A faithful copy of the data, pictures omitted, is the required answer.
____ SUPPLIED DATA
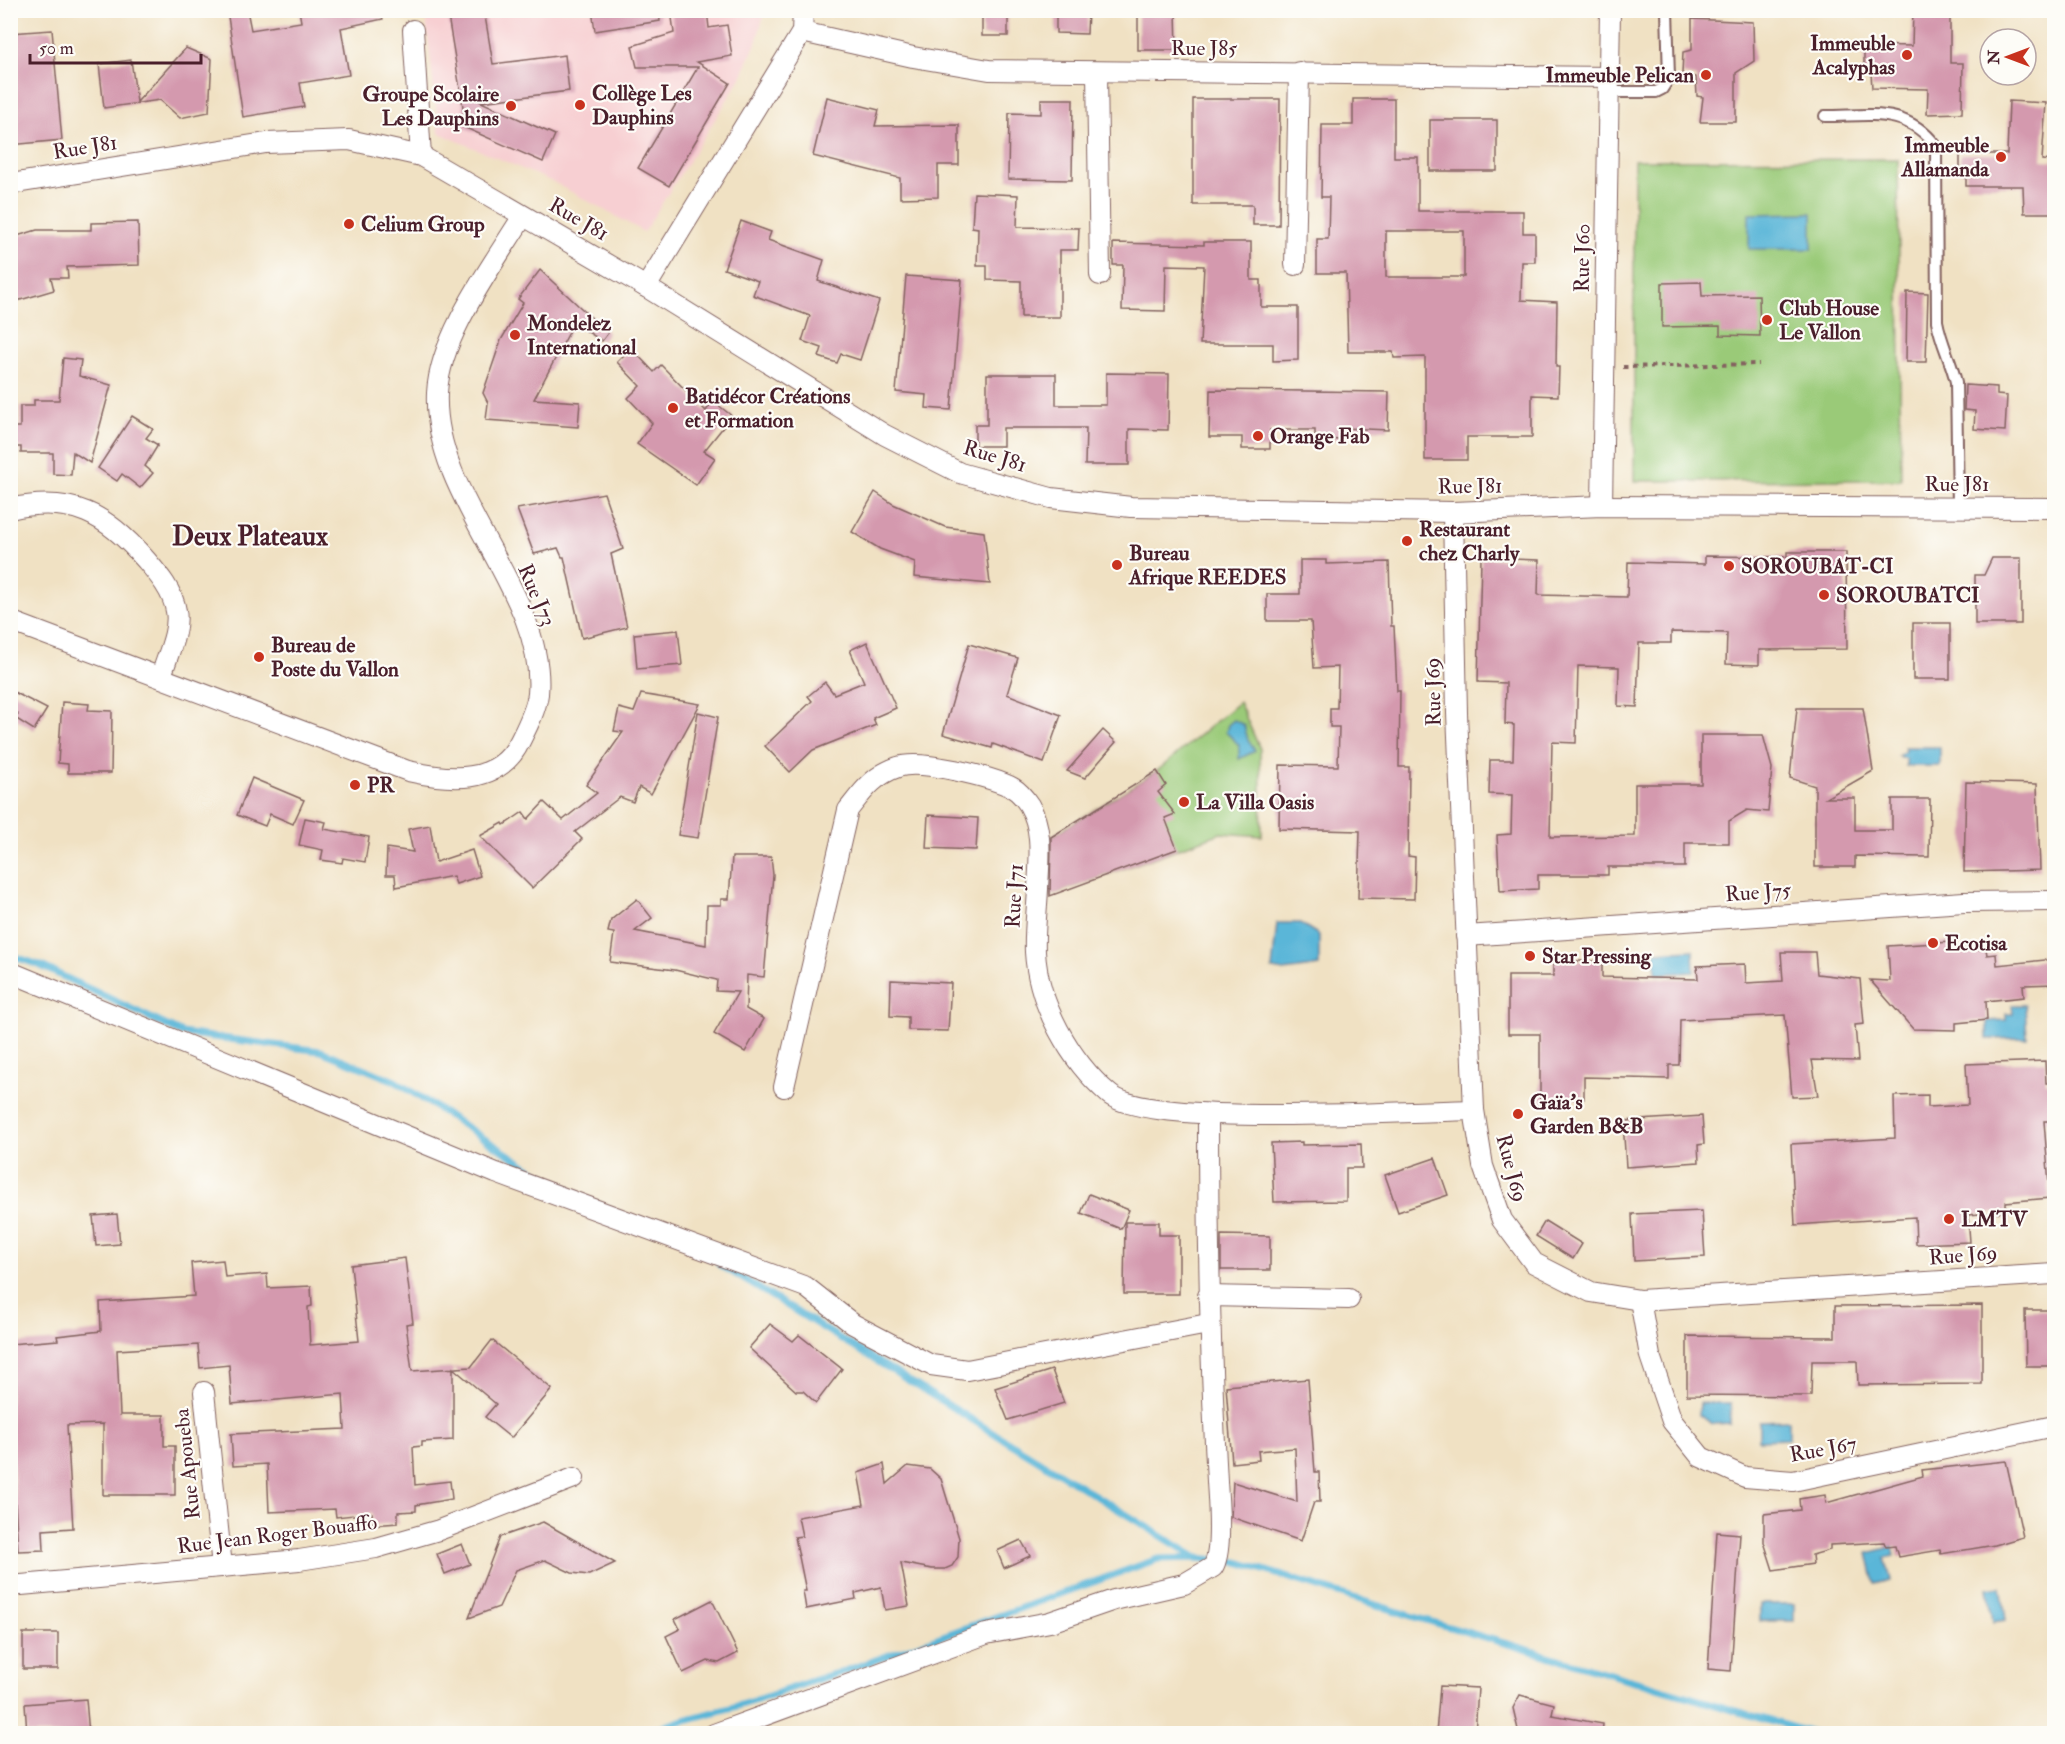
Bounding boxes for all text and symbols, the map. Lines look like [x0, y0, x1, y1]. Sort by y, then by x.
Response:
scale bar [30, 27, 201, 65]
north arrow [1978, 27, 2038, 87]
place label: Immeuble Acalyphas [1810, 30, 1895, 81]
street label: Rue J85 [1171, 35, 1238, 62]
text: 50 m [39, 37, 74, 60]
marker: Immeuble Acalyphas [1900, 48, 1914, 62]
text: N [1984, 49, 2004, 65]
place label: Immeuble Pelican [1545, 62, 1694, 89]
marker: Immeuble Pelican [1699, 68, 1713, 82]
place label: Collège Les Dauphins [592, 80, 692, 131]
place label: Groupe Scolaire Les Dauphins [363, 81, 499, 132]
marker: Collège Les Dauphins [573, 98, 587, 112]
marker: Groupe Scolaire Les Dauphins [504, 99, 518, 113]
street label: Rue J81 [51, 129, 119, 166]
place label: Immeuble Allamanda [1901, 132, 1990, 183]
marker: Immeuble Allamanda [1994, 150, 2008, 164]
street label: Rue J81 [544, 192, 614, 247]
place label: Celium Group [361, 211, 485, 238]
marker: Celium Group [342, 217, 356, 231]
street label: Rue J60 [1568, 223, 1597, 293]
place label: Club House Le Vallon [1779, 295, 1879, 346]
place label: Mondelez International [526, 310, 637, 361]
marker: Club House Le Vallon [1760, 313, 1774, 327]
marker: Mondelez International [508, 328, 522, 342]
place label: Batidécor Créations et Formation [685, 383, 850, 434]
marker: Batidécor Créations et Formation [666, 401, 680, 415]
place label: Orange Fab [1270, 423, 1370, 450]
marker: Orange Fab [1251, 429, 1265, 443]
street label: Rue J81 [960, 434, 1030, 479]
street label: Rue J81 [1925, 471, 1989, 498]
street label: Rue J81 [1437, 472, 1503, 501]
place label: Restaurant chez Charly [1419, 516, 1520, 567]
district label: Deux Plateaux [172, 520, 329, 553]
marker: Restaurant chez Charly [1400, 534, 1414, 548]
place label: Bureau Afrique REEDES [1128, 540, 1286, 591]
place label: SOROUBAT-CI [1741, 553, 1894, 580]
marker: Bureau Afrique REEDES [1110, 558, 1124, 572]
marker: SOROUBAT-CI [1722, 559, 1736, 573]
street label: Rue J73 [511, 560, 562, 630]
place label: SOROUBATCI [1836, 582, 1980, 609]
marker: SOROUBATCI [1817, 588, 1831, 602]
place label: Bureau de Poste du Vallon [271, 632, 399, 683]
marker: Bureau de Poste du Vallon [252, 650, 266, 664]
street label: Rue J69 [1419, 657, 1448, 727]
place label: PR [367, 772, 395, 799]
marker: PR [348, 778, 362, 792]
place label: La Villa Oasis [1196, 789, 1314, 816]
marker: La Villa Oasis [1177, 795, 1191, 809]
street label: Rue J71 [999, 863, 1030, 929]
street label: Rue J75 [1724, 877, 1793, 908]
place label: Ecotisa [1945, 930, 2008, 957]
marker: Ecotisa [1926, 936, 1940, 950]
place label: Star Pressing [1542, 943, 1652, 970]
marker: Star Pressing [1523, 949, 1537, 963]
place label: Gaïa's Garden B&B [1530, 1089, 1643, 1140]
marker: Gaïa's Garden B&B [1511, 1107, 1525, 1121]
street label: Rue J69 [1490, 1131, 1533, 1205]
place label: LMTV [1961, 1206, 2028, 1233]
marker: LMTV [1942, 1212, 1956, 1226]
street label: Rue J69 [1928, 1240, 1998, 1271]
street label: Rue Apoueba [168, 1407, 207, 1521]
street label: Rue J67 [1787, 1430, 1859, 1469]
street label: Rue Jean Roger Bouaffo [175, 1509, 379, 1560]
________
ANSWER BOX:
Bounding boxes for all text and symbols, the map. Lines look like [x0, y0, x1, y1]. Sort by y, then by x.
Response:
scale bar [30, 27, 201, 65]
north arrow [1978, 27, 2038, 87]
place label: Immeuble Acalyphas [1810, 30, 1895, 81]
street label: Rue J85 [1171, 35, 1238, 62]
text: 50 m [39, 37, 74, 60]
marker: Immeuble Acalyphas [1900, 48, 1914, 62]
text: N [1984, 49, 2004, 65]
place label: Immeuble Pelican [1545, 62, 1694, 89]
marker: Immeuble Pelican [1699, 68, 1713, 82]
place label: Collège Les Dauphins [592, 80, 692, 131]
place label: Groupe Scolaire Les Dauphins [363, 81, 499, 132]
marker: Collège Les Dauphins [573, 98, 587, 112]
marker: Groupe Scolaire Les Dauphins [504, 99, 518, 113]
street label: Rue J81 [51, 129, 119, 166]
place label: Immeuble Allamanda [1901, 132, 1990, 183]
marker: Immeuble Allamanda [1994, 150, 2008, 164]
street label: Rue J81 [544, 192, 614, 247]
place label: Celium Group [361, 211, 485, 238]
marker: Celium Group [342, 217, 356, 231]
street label: Rue J60 [1568, 223, 1597, 293]
place label: Club House Le Vallon [1779, 295, 1879, 346]
place label: Mondelez International [526, 310, 637, 361]
marker: Club House Le Vallon [1760, 313, 1774, 327]
marker: Mondelez International [508, 328, 522, 342]
place label: Batidécor Créations et Formation [685, 383, 850, 434]
marker: Batidécor Créations et Formation [666, 401, 680, 415]
place label: Orange Fab [1270, 423, 1370, 450]
marker: Orange Fab [1251, 429, 1265, 443]
street label: Rue J81 [960, 434, 1030, 479]
street label: Rue J81 [1925, 471, 1989, 498]
street label: Rue J81 [1437, 472, 1503, 501]
place label: Restaurant chez Charly [1419, 516, 1520, 567]
district label: Deux Plateaux [172, 520, 329, 553]
marker: Restaurant chez Charly [1400, 534, 1414, 548]
place label: Bureau Afrique REEDES [1128, 540, 1286, 591]
place label: SOROUBAT-CI [1741, 553, 1894, 580]
marker: Bureau Afrique REEDES [1110, 558, 1124, 572]
marker: SOROUBAT-CI [1722, 559, 1736, 573]
street label: Rue J73 [511, 560, 562, 630]
place label: SOROUBATCI [1836, 582, 1980, 609]
marker: SOROUBATCI [1817, 588, 1831, 602]
place label: Bureau de Poste du Vallon [271, 632, 399, 683]
marker: Bureau de Poste du Vallon [252, 650, 266, 664]
street label: Rue J69 [1419, 657, 1448, 727]
place label: PR [367, 772, 395, 799]
marker: PR [348, 778, 362, 792]
place label: La Villa Oasis [1196, 789, 1314, 816]
marker: La Villa Oasis [1177, 795, 1191, 809]
street label: Rue J71 [999, 863, 1030, 929]
street label: Rue J75 [1724, 877, 1793, 908]
place label: Ecotisa [1945, 930, 2008, 957]
marker: Ecotisa [1926, 936, 1940, 950]
place label: Star Pressing [1542, 943, 1652, 970]
marker: Star Pressing [1523, 949, 1537, 963]
place label: Gaïa's Garden B&B [1530, 1089, 1643, 1140]
marker: Gaïa's Garden B&B [1511, 1107, 1525, 1121]
street label: Rue J69 [1490, 1131, 1533, 1205]
place label: LMTV [1961, 1206, 2028, 1233]
marker: LMTV [1942, 1212, 1956, 1226]
street label: Rue J69 [1928, 1240, 1998, 1271]
street label: Rue Apoueba [168, 1407, 207, 1521]
street label: Rue J67 [1787, 1430, 1859, 1469]
street label: Rue Jean Roger Bouaffo [175, 1509, 379, 1560]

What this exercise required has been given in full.